======== Extracted data

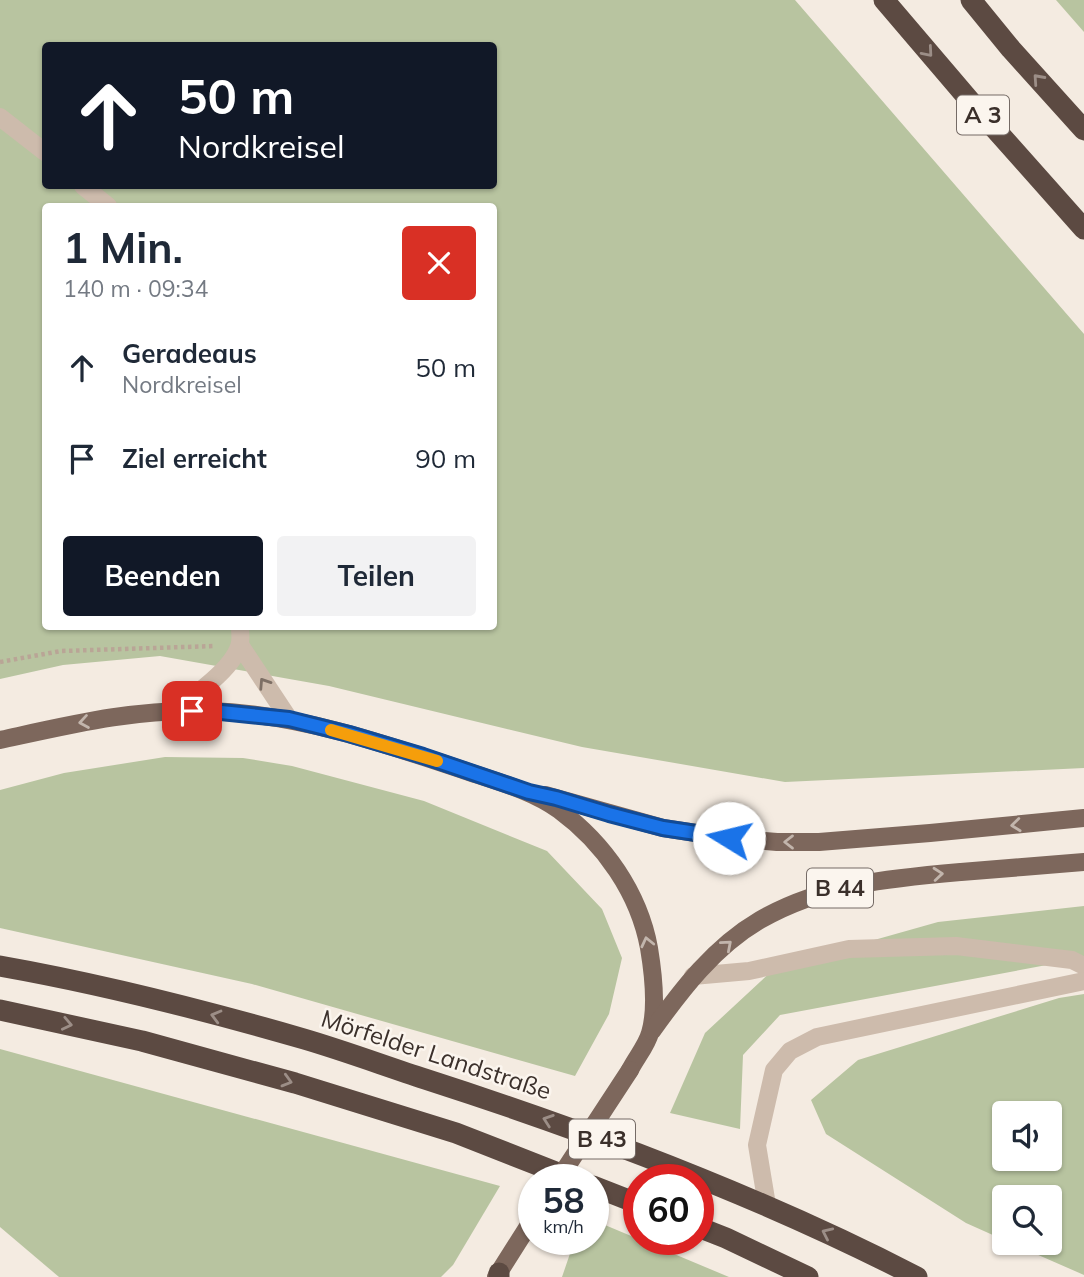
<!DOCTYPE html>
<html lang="de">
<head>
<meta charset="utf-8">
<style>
	:root { --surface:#fff; --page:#f2f2f3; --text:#1f2937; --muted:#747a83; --accent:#111827 }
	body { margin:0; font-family:Mulish,sans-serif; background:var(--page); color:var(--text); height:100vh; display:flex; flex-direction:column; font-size:26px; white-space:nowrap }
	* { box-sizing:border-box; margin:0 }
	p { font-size:23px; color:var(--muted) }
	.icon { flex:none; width:38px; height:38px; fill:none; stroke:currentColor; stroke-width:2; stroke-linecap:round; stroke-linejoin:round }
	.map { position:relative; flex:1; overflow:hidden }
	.sheet { position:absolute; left:42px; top:203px; width:455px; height:427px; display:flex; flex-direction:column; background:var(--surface); border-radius:7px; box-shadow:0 2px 5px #0004 }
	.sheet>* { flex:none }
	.banner { position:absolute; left:42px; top:42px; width:455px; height:147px; border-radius:7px; box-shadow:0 2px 5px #0004; background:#111827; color:#fff; overflow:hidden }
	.fabs { position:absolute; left:992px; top:1101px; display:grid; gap:14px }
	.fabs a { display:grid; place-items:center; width:70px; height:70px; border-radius:7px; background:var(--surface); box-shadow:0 2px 5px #0004; font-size:35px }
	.speed { position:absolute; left:518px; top:1164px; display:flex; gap:14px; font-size:35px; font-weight:700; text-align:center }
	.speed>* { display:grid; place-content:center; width:91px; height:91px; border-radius:50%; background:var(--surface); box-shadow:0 2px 5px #0004; line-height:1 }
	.speed small { font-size:18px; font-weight:400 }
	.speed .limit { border:10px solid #d22; background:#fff; color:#111 }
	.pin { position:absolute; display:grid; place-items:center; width:60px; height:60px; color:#fff; margin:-30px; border-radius:14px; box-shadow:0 4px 10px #0006 }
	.me { position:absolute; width:77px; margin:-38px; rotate:279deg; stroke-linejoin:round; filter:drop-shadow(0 0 5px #0008) }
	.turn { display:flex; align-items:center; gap:24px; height:147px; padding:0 21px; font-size:32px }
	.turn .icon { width:91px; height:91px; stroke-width:2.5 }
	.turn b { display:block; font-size:49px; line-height:60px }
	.round { display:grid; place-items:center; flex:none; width:74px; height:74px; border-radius:7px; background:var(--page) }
	.headline { display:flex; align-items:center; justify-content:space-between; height:119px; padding:0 21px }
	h1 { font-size:42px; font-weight:700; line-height:52px }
	.action { display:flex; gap:14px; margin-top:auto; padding:14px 21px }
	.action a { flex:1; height:80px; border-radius:7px; background:var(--accent); color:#fff; font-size:28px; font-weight:700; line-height:80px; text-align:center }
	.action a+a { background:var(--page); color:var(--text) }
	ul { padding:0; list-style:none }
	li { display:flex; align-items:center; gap:21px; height:91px; padding:0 21px }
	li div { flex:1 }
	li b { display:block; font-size:26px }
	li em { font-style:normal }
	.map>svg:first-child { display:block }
	.green { fill:#b8c4a0; fill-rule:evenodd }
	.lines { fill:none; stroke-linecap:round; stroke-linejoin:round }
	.path { stroke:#b9a596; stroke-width:4.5; stroke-dasharray:3.5 3.5; stroke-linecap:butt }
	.minor { stroke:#cdbbac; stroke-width:18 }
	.major { stroke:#7d675c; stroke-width:18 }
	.highway { stroke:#5c4a42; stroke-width:21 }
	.major-bridge { stroke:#7d675c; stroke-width:18 }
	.oneway { stroke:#9c8e87 }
	.oneway2 { stroke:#7d6f65 }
	.oneway3 { stroke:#c2b5ac }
	.route-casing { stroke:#114b97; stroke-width:18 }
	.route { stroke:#1a73e8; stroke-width:12 }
	.slow { stroke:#f59e0b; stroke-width:12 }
	.labels { text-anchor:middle; stroke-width:5; stroke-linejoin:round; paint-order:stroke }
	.shield { fill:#fbf5ee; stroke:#756b66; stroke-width:2 }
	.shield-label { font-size:23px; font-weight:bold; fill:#3b302b }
	.street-label { font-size:24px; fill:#3b302b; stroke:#fbf5ee }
</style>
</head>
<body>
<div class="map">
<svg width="1084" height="1277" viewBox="0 0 1084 1277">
	<rect width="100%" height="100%" fill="#f4ebe1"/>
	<g class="green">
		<path d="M0,0H795L1084,334V768L785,782L582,747L329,686L160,656L63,665L0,679ZM46,46H494V186H46ZM46,206H494V626H46Z"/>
		<polygon points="1056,0 1084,0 1084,32"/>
		<polygon points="165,757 243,758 292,766 424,801 547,851 602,909 622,958 609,1014 575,1076 252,984 0,928 0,790 64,773"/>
		<polygon points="1084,906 1084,958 780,1015 743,1055 740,1129 670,1113 705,1033 775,968 938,922"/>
		<path d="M1084,994V1275L1011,1243L1050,1242V1197H1004V1240L966,1223L826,1134L811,1100L858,1060L1059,998ZM1050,1113V1158H1004V1113Z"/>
		<polygon points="0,1049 500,1186 453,1265 441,1277 59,1277 0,1227"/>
		<polygon points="593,1220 729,1277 562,1277 575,1239 593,1239"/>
	</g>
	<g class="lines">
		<polyline class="path" points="0,662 61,651 215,646"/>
		<g class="minor">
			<polyline points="0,117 46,153"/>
			<polyline points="83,186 108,206"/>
			<polyline points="240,645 289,719"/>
			<path d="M174,711C193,696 235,668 240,643C241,638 240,632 240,626"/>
			<polyline points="693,976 749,971 849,949 956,946 1072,960 1084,966"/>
			<polyline points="767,1205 757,1145 774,1070 790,1051 817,1037 1084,981"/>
		</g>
		<g class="major">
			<path d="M0,740C69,725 138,708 209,711C298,714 383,743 466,771C498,782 531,790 559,810C604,843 639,893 649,948C653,972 657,1010 650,1033C647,1045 636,1058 630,1070"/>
			<polyline points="545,795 663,828 729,838 777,842 819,842 930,833 1084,818"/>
			<path d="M652,1031C682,989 714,947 760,920C822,884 892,878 961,872C1002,869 1043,865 1084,862"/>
			<polyline points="496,1277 534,1217"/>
		</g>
		<g class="highway">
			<polyline points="884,0 971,102 1084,229"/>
			<polyline points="971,0 1011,49 1084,130"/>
			<path d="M0,966C102,984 204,1010 304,1039C345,1051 385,1066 425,1079C593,1133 760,1196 917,1277"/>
			<polyline points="0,1010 142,1041 295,1083 456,1133 576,1180"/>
			<polyline points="593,1186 639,1204"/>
			<polyline points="698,1227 726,1238 808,1277"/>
			<polyline points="499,1277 499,1273"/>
		</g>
		<polyline class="major-bridge" points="558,1180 630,1070"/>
	</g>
	<defs><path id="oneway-chevron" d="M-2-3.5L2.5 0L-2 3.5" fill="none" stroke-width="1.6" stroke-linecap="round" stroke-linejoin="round" transform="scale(1.75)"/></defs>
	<g class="oneway">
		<use href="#oneway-chevron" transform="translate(928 52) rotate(49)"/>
		<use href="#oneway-chevron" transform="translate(1038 79) rotate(-132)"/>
		<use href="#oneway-chevron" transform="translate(216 1016) rotate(-165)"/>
		<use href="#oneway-chevron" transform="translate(67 1024) rotate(12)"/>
		<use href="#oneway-chevron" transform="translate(287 1081) rotate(16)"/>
		<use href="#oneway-chevron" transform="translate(548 1120) rotate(-161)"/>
		<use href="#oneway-chevron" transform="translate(827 1233) rotate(-155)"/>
	</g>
	<use class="oneway2" href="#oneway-chevron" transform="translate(264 683) rotate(-123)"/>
	<g class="oneway3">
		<use href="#oneway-chevron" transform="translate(84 722) rotate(171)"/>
		<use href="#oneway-chevron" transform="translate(1016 825) rotate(174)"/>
		<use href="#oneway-chevron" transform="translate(789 842) rotate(180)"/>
		<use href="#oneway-chevron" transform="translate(938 874) rotate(-5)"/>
		<use href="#oneway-chevron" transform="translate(647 942) rotate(-103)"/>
		<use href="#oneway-chevron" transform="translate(727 945) rotate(-41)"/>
	</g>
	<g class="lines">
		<defs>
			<polyline id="route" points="192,711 211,711 289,719 349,734 423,756 529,792 556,798 609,814 663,828 729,838"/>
		</defs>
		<use href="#route" class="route-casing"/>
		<use href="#route" class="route"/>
		<polyline class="slow" points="331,730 437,761"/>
	</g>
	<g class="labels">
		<g class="shield">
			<rect x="957" y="95.5" width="52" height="39" rx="5"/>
			<rect x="807" y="868.5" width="66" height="39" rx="5"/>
			<rect x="569" y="1119.5" width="66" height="39" rx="5"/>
		</g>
		<g class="shield-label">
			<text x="983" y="123">A 3</text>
			<text x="840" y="896">B 44</text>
			<text x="602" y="1147">B 43</text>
		</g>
		<g class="street-label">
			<text transform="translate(436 1055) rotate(18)" y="8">Mörfelder Landstraße</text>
		</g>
	</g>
</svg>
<div class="fabs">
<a><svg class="icon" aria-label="sound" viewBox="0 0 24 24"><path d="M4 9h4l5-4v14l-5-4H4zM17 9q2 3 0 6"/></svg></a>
<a><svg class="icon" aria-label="search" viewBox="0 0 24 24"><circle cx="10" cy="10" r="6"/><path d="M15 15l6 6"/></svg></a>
</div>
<div class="speed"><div>58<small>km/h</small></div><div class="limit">60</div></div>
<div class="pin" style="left:192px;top:711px;background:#d93025"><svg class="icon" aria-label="arrive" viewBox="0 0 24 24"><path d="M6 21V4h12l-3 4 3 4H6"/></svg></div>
<svg class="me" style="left:729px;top:838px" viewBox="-20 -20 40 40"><circle r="19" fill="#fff"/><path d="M0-13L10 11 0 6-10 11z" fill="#1a73e8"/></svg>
<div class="banner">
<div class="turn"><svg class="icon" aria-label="ahead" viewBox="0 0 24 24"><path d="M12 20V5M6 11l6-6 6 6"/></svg><div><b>50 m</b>Nordkreisel</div></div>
</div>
<section class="sheet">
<div class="headline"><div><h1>1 Min.</h1><p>140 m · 09:34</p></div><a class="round" style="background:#d93025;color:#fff"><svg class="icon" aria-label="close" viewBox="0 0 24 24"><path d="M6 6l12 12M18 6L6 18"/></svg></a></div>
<ul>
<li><svg class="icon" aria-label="ahead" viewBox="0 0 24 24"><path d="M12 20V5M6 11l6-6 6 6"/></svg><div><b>Geradeaus</b><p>Nordkreisel</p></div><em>50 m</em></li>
<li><svg class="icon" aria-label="arrive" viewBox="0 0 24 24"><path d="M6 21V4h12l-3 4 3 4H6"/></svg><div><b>Ziel erreicht</b></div><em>90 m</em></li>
</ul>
<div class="action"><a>Beenden</a><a>Teilen</a></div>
</section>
</div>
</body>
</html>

================

_Task requirements_. Nothing but the lines with "hidden" should be returned, copied from the entries above.

_Result of the exercise_.
	.map { position:relative; flex:1; overflow:hidden }
	.banner { position:absolute; left:42px; top:42px; width:455px; height:147px; border-radius:7px; box-shadow:0 2px 5px #0004; background:#111827; color:#fff; overflow:hidden }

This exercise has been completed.